All this helps Ed to lay the foundations of a new, more confident, Labour education policy. So, too, does the visible failure of the Gove bus – I rather like the current NUT hash tag on this theme, #thewheelscomeoff – and the destructive stand-off between the teaching profession and Gove that finally did for the erudite, excitable ex-minister.

This leaves some sensible mainstream themes for Labour to pick up and run with, including the need for qualified teachers (duh!), continued professional development, planning for need in terms of new school provision, proper careers advice, and keeping class sizes at 30.  

At the same time, there is a shift away from the axioms of the New Labour years. Yes, Miliband namechecks the original city academies but he is unequivocally critical of the expensive and wasteful academy conversion and free school programmes of the Gove years.

He goes even further by saying that the answer does not lie in structural reform but in world class teaching, a broad and balanced curriculum, and local not central oversight.
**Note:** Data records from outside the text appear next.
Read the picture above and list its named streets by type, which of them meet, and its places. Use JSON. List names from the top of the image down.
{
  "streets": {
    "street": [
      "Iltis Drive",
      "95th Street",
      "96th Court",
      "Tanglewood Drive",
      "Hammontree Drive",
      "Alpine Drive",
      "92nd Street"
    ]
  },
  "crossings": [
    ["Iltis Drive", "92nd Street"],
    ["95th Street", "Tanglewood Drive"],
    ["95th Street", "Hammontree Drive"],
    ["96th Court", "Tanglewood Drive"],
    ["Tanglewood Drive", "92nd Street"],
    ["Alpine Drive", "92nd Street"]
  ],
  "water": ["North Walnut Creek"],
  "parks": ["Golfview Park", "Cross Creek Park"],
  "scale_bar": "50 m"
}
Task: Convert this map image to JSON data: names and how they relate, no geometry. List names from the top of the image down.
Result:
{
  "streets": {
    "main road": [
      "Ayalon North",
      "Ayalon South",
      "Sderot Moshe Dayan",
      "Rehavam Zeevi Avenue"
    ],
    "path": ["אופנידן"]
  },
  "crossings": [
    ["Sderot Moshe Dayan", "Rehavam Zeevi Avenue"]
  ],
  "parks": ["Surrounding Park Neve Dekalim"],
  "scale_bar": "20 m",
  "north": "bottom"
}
All the elements, in fact, of a good local school – if not a terribly exciting speech. He is also very good on the ways that the hastily imposed eBacc has led to the tragic abandonment by many schools of arts options when all the evidence shows that a good arts education boosts academic attainment.

No mention, either, of the role of local authorities in education, another long standing negative touchstone for Labour, but Miliband is robust about the need for local oversight and collaboration. Enter the Blunkett plan for a new Director of School standards, a kind of supra local authority position.

It was a shame he didn't mention the urgent issue of teacher workload nor tackle the question of fair admissions, a growing problem, as more and more schools with their renowned “freedoms” are able to pick and choose the pupils to teach. And, of course, no word on the disgracefully divisive 11-plus in 15 selective authorities, with its catastrophic implications for the education of poorer children in those areas.

This piece first appeared in the New Statesman early this week.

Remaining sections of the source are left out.